*Data for this exercise:*
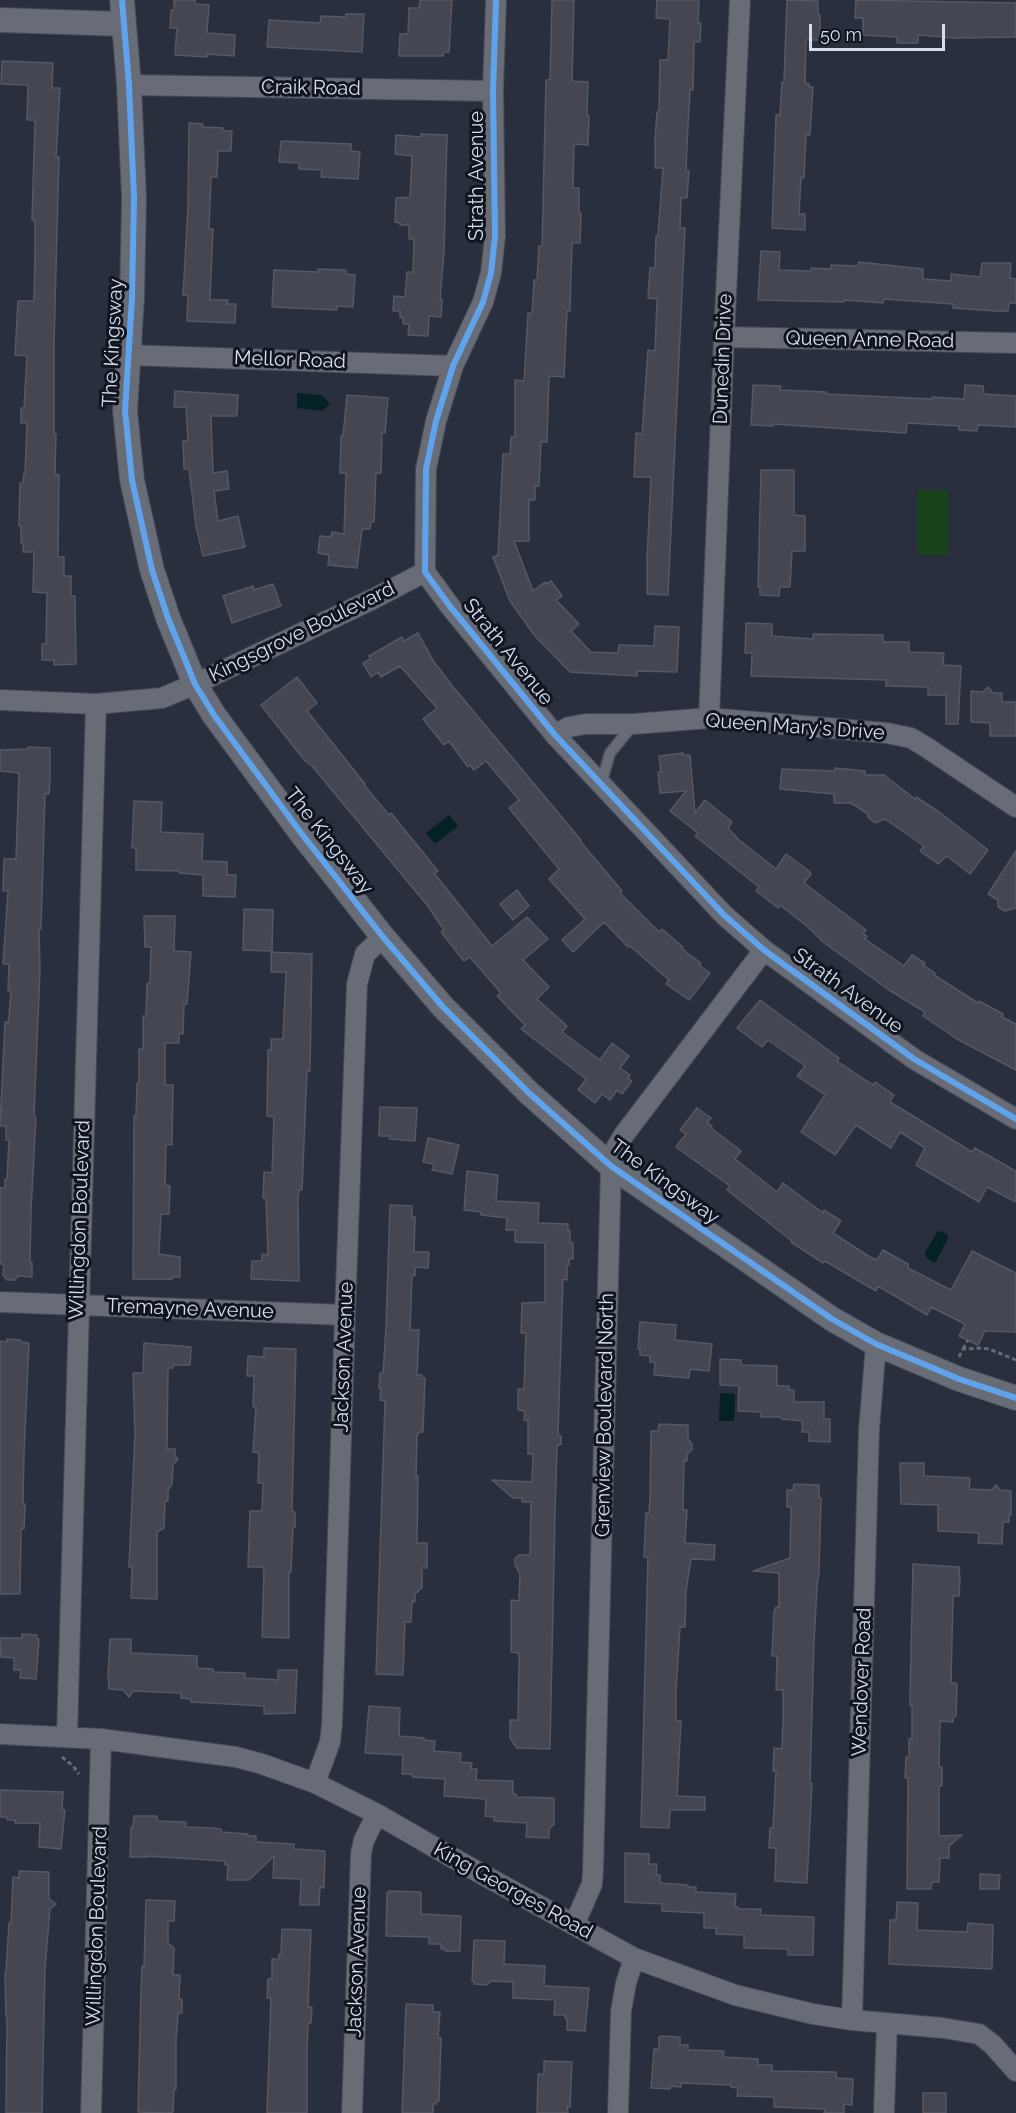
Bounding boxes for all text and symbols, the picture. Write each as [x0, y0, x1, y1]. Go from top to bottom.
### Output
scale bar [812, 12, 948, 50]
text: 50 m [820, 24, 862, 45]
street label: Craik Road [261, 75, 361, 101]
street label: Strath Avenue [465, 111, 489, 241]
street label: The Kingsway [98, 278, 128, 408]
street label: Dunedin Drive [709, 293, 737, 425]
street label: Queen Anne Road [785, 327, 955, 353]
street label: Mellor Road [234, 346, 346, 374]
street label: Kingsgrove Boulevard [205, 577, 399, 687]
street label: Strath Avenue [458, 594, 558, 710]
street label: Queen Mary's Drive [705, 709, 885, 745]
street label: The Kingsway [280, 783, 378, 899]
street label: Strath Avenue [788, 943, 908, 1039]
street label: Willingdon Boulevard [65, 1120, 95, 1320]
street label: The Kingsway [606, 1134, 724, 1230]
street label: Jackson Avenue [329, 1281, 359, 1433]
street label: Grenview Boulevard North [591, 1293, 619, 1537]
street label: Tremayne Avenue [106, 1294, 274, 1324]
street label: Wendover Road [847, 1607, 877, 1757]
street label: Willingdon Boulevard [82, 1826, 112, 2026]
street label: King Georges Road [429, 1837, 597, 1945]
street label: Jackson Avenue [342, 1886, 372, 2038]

*Work item:*
From the data above, write out everything exactly except the pictures.

*Solution to the problem:*
Bounding boxes for all text and symbols, the picture. Write each as [x0, y0, x1, y1]. Go from top to bottom.
### Output
scale bar [812, 12, 948, 50]
text: 50 m [820, 24, 862, 45]
street label: Craik Road [261, 75, 361, 101]
street label: Strath Avenue [465, 111, 489, 241]
street label: The Kingsway [98, 278, 128, 408]
street label: Dunedin Drive [709, 293, 737, 425]
street label: Queen Anne Road [785, 327, 955, 353]
street label: Mellor Road [234, 346, 346, 374]
street label: Kingsgrove Boulevard [205, 577, 399, 687]
street label: Strath Avenue [458, 594, 558, 710]
street label: Queen Mary's Drive [705, 709, 885, 745]
street label: The Kingsway [280, 783, 378, 899]
street label: Strath Avenue [788, 943, 908, 1039]
street label: Willingdon Boulevard [65, 1120, 95, 1320]
street label: The Kingsway [606, 1134, 724, 1230]
street label: Jackson Avenue [329, 1281, 359, 1433]
street label: Grenview Boulevard North [591, 1293, 619, 1537]
street label: Tremayne Avenue [106, 1294, 274, 1324]
street label: Wendover Road [847, 1607, 877, 1757]
street label: Willingdon Boulevard [82, 1826, 112, 2026]
street label: King Georges Road [429, 1837, 597, 1945]
street label: Jackson Avenue [342, 1886, 372, 2038]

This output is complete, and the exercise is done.